Lecce – Pagliari: domani la fumata bianca

LECCE- Dopo una settimana natalizia all’insegna degli incontri per la società del Lecce e’ arrivato il momento della fumata bianca che probabilmente si vedra’ gia’ sabato mattina.Pagliari dovrebbe essere il nome che la società’ giallorossa estrarrà’ dal cilindro dopo aver valutato attentamente diverse candidature per il successore di mister Lerda.
Avvicendamento reso necessario da un trend di risultati che al momento sembrano compromettere in parte le ambizioni di primo posto.

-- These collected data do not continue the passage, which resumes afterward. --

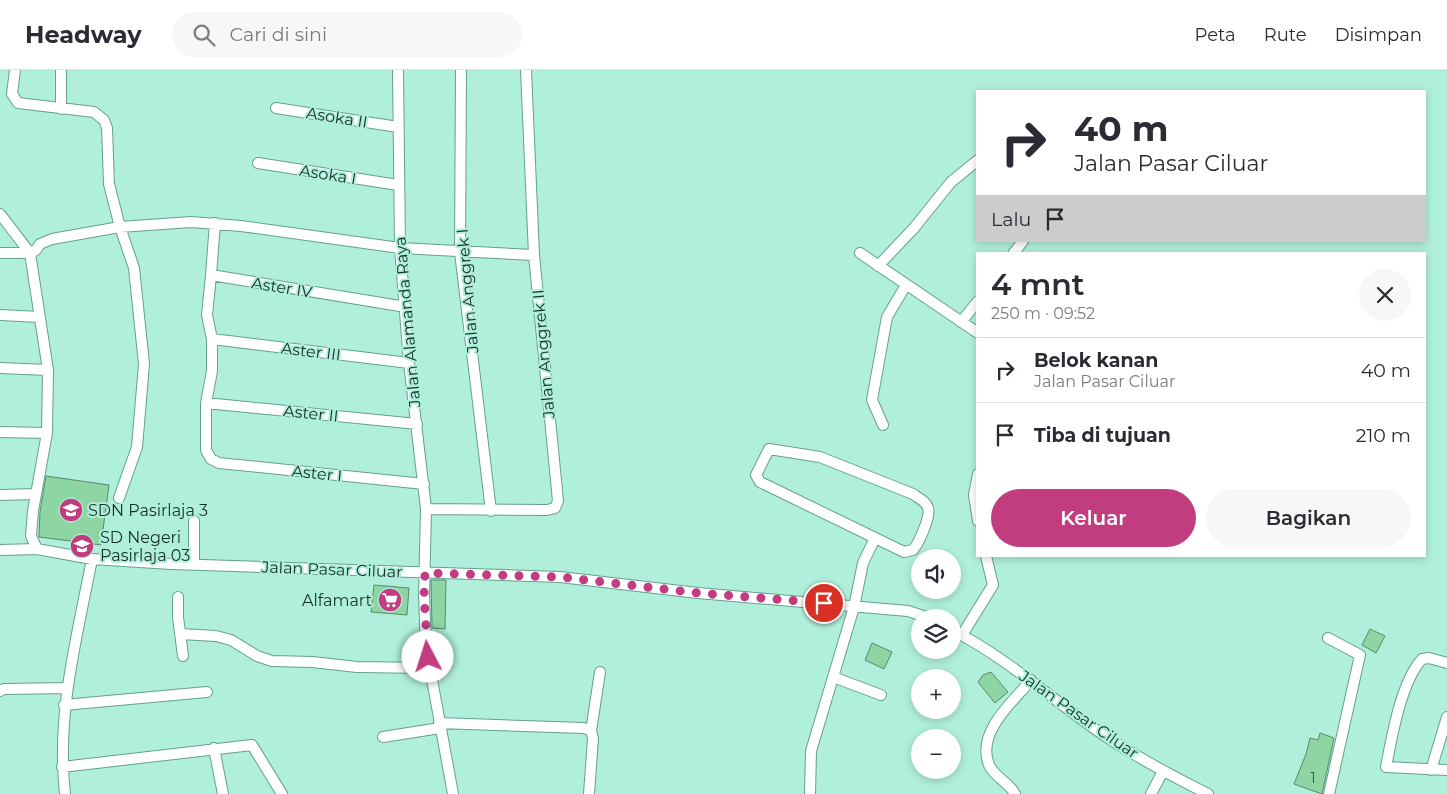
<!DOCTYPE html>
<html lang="id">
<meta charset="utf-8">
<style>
:root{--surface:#fff;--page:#f7f7f7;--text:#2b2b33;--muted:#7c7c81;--line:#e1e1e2;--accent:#c23d80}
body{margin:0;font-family:Montserrat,sans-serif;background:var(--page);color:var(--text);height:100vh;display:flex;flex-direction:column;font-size:19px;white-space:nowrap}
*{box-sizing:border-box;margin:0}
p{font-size:16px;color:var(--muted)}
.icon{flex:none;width:28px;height:28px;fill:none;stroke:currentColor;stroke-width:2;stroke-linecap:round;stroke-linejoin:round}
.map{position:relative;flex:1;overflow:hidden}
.drawer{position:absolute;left:976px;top:182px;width:450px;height:305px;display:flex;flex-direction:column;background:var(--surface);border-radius:0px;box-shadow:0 2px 8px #0003}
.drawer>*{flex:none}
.hud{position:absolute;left:976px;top:20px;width:450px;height:152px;border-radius:0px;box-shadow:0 2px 8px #0003;background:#fff;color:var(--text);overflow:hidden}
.buttons{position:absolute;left:911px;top:479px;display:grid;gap:10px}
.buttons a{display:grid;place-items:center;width:50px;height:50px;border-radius:50%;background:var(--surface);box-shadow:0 2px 8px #0003;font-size:25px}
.pin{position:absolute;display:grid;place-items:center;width:42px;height:42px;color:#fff;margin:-21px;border:2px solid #fff;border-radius:50%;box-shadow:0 1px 5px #0007}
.me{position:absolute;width:55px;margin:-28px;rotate:355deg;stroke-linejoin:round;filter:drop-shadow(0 0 4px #0008)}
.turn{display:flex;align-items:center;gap:18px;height:105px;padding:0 15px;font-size:22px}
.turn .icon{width:65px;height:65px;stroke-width:2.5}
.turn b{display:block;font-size:35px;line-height:42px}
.then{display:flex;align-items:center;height:48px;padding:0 15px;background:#0003;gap:10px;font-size:19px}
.round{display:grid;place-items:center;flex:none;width:52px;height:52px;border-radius:26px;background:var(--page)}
.head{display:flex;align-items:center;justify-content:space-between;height:85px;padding:0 15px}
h1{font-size:30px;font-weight:600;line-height:38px}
.action{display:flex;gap:10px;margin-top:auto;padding:10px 15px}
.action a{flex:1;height:58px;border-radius:30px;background:var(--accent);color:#fff;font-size:20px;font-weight:600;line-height:58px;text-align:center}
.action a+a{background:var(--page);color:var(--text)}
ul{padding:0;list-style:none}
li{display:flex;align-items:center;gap:15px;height:65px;padding:0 15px;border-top:1px solid var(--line)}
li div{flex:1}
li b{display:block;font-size:19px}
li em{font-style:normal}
header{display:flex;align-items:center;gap:30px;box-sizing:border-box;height:70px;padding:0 25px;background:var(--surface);border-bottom:1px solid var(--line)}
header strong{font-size:24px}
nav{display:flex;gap:28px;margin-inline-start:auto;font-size:18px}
.search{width:350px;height:45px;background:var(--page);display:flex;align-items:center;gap:12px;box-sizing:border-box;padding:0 18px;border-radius:28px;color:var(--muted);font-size:19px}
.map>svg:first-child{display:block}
</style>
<header>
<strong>Headway</strong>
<div class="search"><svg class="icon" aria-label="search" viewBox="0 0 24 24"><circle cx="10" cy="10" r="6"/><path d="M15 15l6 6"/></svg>Cari di sini</div>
<nav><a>Peta</a><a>Rute</a><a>Disimpan</a></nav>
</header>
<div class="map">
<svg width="1447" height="724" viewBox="0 0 1447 724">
<rect width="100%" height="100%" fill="#b0efdb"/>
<path fill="#8dd5a2" stroke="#5c8969" d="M46,406L109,415L101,475L39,467L40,442Z
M431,510H446L445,559L432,558Z
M374,515L409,518L407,545L371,542Z
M1370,559L1385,566L1376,583L1362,575Z
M872,573L892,582L884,599L865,590Z
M991,602L1008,622L995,633L978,612L983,605Z
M1320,663L1334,668L1322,724L1294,714L1306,684L1310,668L1318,670Z"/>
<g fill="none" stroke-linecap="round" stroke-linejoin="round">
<g stroke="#64a08e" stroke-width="12">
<path id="minor" d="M15,0L12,24L18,33L94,42L104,50L107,58L109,114L120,157L134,198L144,294L137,377L119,428
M398,0L400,178L409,293L426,439L424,526L426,577L453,724
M461,0L460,182L491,441
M276,38L398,57
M61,39V0
M258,93L398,115
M0,144L30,183L48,300L47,363L33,441L31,466L37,479
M215,153L211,205L406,237
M0,183H30
M30,183L36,180L40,174L52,169L120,157L191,152L241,156L400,178L534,185
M860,183L978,263
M1013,184L1023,171
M878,196L914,158L951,112L978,90
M211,205L207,245L212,269V301L206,333V380L211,389L219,393L424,414
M0,245L40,247
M961,252L978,231
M212,269L409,293
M0,298L48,300
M206,333L417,354
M883,355L872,330L887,247L906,215
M0,362L47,363
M769,379L820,387L913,424C918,428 926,431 928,438C931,446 919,473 913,480L904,482L760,412L756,405Z
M978,404L974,425L978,451
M0,425L36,424
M426,439L547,440L555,438L558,431L534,185L526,0
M0,480L37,479L92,489L171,494L560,507L698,523L908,541L929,548
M194,493V451
M178,527V547L183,586
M952,560C1009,589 1056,633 1108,668C1140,689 1174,707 1208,724
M180,564L216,566L231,570L257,586L272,591L312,592L357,597L429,598
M962,565L993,515L986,486
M1328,568L1360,585L1329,724
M1447,593L1429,588L1422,589C1401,612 1392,666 1386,697L1447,700
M833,607L881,625
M0,621L4,619L67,618
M64,635L207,622
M439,653L584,658L591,661L593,668L589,724
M591,661L600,602
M383,667L440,658
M214,678L223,724
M62,697L252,675L282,724
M1431,700L1447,647
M65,724C56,644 77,567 92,489
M810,724L811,681L854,537L863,493L875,468
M1015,724C1010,713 994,707 989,695C976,662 1012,633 1031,610
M1151,724L1163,701"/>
</g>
<use href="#minor" stroke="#fff" stroke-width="10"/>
</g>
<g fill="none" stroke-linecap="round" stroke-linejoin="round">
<path stroke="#c23d80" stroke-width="9" stroke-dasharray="0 16.2" d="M428,587L424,526L425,503L560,507L698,523L824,533"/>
</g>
<defs>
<g id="school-disc" transform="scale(1.25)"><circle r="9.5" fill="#c23d80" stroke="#b0efdb"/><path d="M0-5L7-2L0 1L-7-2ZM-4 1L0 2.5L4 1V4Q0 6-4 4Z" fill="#fff"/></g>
<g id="supermarket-disc" transform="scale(1.25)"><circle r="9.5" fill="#c23d80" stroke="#b0efdb"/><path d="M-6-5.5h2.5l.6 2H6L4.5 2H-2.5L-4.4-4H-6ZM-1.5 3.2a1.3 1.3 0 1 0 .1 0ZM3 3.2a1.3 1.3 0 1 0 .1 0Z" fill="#fff"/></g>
</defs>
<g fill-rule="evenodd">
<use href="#school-disc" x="71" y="440"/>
<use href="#school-disc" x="82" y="476"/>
<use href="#supermarket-disc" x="390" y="530"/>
</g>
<g text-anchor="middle" stroke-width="4" stroke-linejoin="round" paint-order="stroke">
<g font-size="14" fill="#345947">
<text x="1313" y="713">1</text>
</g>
<g font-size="16" fill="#173029" stroke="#b0efdb">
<text transform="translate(337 47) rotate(9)" y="6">Asoka II</text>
<text transform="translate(328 104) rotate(9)" y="6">Asoka I</text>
<text transform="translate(282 217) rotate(9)" y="6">Aster IV</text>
<text transform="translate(467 221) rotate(-95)" y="6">Jalan Anggrek I</text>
<text transform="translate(407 252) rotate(-95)" y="6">Jalan Alamanda Raya</text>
<text transform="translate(311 281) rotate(7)" y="6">Aster III</text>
<text transform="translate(543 284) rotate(-95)" y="6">Jalan Anggrek II</text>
<text transform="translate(311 343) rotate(6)" y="6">Aster II</text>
<text transform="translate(317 403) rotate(6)" y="6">Aster I</text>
<text transform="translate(332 499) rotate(2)" y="6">Jalan Pasar Ciluar</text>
<text transform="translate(1079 644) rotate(35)" y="6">Jalan Pasar Ciluar</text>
</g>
<g font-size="16" fill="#173029" stroke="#b0efdb" text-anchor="start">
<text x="88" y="446">SDN Pasirlaja 3</text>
<text x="100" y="473">SD Negeri<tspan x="100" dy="18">Pasirlaja 03</tspan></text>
<text x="372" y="536" text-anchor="end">Alfamart</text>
</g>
</g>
</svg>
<div class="buttons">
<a><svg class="icon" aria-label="sound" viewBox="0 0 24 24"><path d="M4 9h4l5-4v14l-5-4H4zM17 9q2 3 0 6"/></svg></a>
<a><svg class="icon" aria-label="layers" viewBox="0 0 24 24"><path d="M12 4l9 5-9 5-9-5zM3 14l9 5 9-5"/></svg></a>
<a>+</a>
<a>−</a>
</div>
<div class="pin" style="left:824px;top:533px;background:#d93025"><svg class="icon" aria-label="arrive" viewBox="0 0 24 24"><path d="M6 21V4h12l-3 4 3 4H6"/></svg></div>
<svg class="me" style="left:428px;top:587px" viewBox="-20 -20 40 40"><circle r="19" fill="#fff"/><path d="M0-13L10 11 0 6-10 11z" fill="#c23d80"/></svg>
<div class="hud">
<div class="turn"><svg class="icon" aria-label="right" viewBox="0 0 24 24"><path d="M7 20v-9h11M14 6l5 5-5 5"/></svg><div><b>40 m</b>Jalan Pasar Ciluar</div></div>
<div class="then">Lalu<svg class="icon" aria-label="arrive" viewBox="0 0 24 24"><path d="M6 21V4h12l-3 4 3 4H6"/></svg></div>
</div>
<section class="drawer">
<div class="head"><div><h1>4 mnt</h1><p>250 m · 09:52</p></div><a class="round"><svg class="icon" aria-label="close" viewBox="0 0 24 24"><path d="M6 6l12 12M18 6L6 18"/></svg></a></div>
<ul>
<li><svg class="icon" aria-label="right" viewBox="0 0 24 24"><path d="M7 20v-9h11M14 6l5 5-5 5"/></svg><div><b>Belok kanan</b><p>Jalan Pasar Ciluar</p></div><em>40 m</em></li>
<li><svg class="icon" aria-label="arrive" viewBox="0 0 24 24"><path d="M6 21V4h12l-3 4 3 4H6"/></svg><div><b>Tiba di tujuan</b></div><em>210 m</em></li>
</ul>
<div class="action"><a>Keluar</a><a>Bagikan</a></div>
</section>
</div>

Pesano le cinque sconfitte rimediate nel girone di andata che si concluderà con il Vigor Lamezia il sei gennaio prossimo. Esonero che è stato logica conseguenza di un ruolino di marcia che non puo’ soddisfare ma determinato probabilmente anche da un malumore che ha intaccato parte dello spogliatoio. Il nuovo tecnico non avrà un compito semplice, non potrà sbagliare e soprattutto dovrà essere bravo a preservare gli equilibri di spogliatoio nonchè lavorare con la società nella campagna di rafforzamento di gennaio per rinvigorire una rosa che sebbene competitiva sulla carta, non ha reso con alcuni elementi per quelle che erano le aspettative.

Negli ultimi giorni la società ha incontrato diversi profili ed ora le indicazioni trapelate portano a pensare che la scelta ricadrà su Pagliari che sarebbe stata la prima scelta del direttore sportivo Antonio Tesoro sin da subito sebbene non siano state es luce anche altre piste. Hanno perso consistenza infatti con il passare delle ore le ipotesi Calori e Dionigi. Pagliari vanta una promozione con il Ravenna in serie B e una salvezza ottenuta nella cadettaria con la Juve Stabia. Il suo carisma e il carattere deciso ma aperto al tempo stesso avrebbero giocato a suo favore. Inoltre il suo sistema di gioco si adatterebbe con il gioco sposato dal Lecce parzialmente nella stagione in corso ma costante tema tattico nella scorsa stagione. Un modulo dunque che i giocatori non dovrebbero faticare a mettere in pratica sul campo.

Al di là del nome sarà fondamentale l’operato del nuovo allenatore, che dovrà cercare di recuperare 9 punti sulla capolista al momento la Salernitana, e puntare ai primissimi posti del girone. Un’impresa quasi impossibile stando alla statistica che impone alla squadra promossa di non andare oltre alle cinque sconfitte nell’arco di un intero campionato. Bonus che il Lecce avrebbe già giocato con Lupa Roma, Messina, Foggia, Martina e Ischia. In sostanza per centrare il primo posto la squadra giallorossa dovrebbe inanellare una serie infinita di vittorie e concedersi pochi pareggi confidando in alcuni passi falsi delle squadre che precedono in classifica.

Il problema in questo senso è che davanti al Lecce ci sono altre 4 squadre con il Foggia attualmente a pari punti ma in vantaggio per via dello scontro diretto. Tutto dipenderà dalle scelte che la società intenderà operare a gennaio, la prima mossa sarà a brevissimo quella dell’allenatore, successivamente quelle che riguarderanno l’organico.

Almeno quattro giocatori sono da considerarsi in uscita, il rendimento non è stato quello che ci si aspettava, in entrata sarebbero in preventivo tre manovre. Particolare attenzione sarà riservata all’attacco che neumericamente e qualitativamente non ha inciso. Il Lecce peraltro rischia di perdere il suo bomber attuale Moscardelli che potrebbe essere ammaliato dalle sirene di Carpi. Scelte importanti che potranno determinare il destino della squadra su piu’ fronti, non escluso quello societario. Si riparte dunque dal nuovo allenatore, Pagliari che sabato mattina incontrerà nuovamente la società giallorossa per definire gli ultimi dettagli legati al rapporto che li vedrà insieme per inseguire il sogno della promozione. Si possono escludere colpi di scena dal momento che la percentuale di successo della trattativa si avvicina al 90 per cento.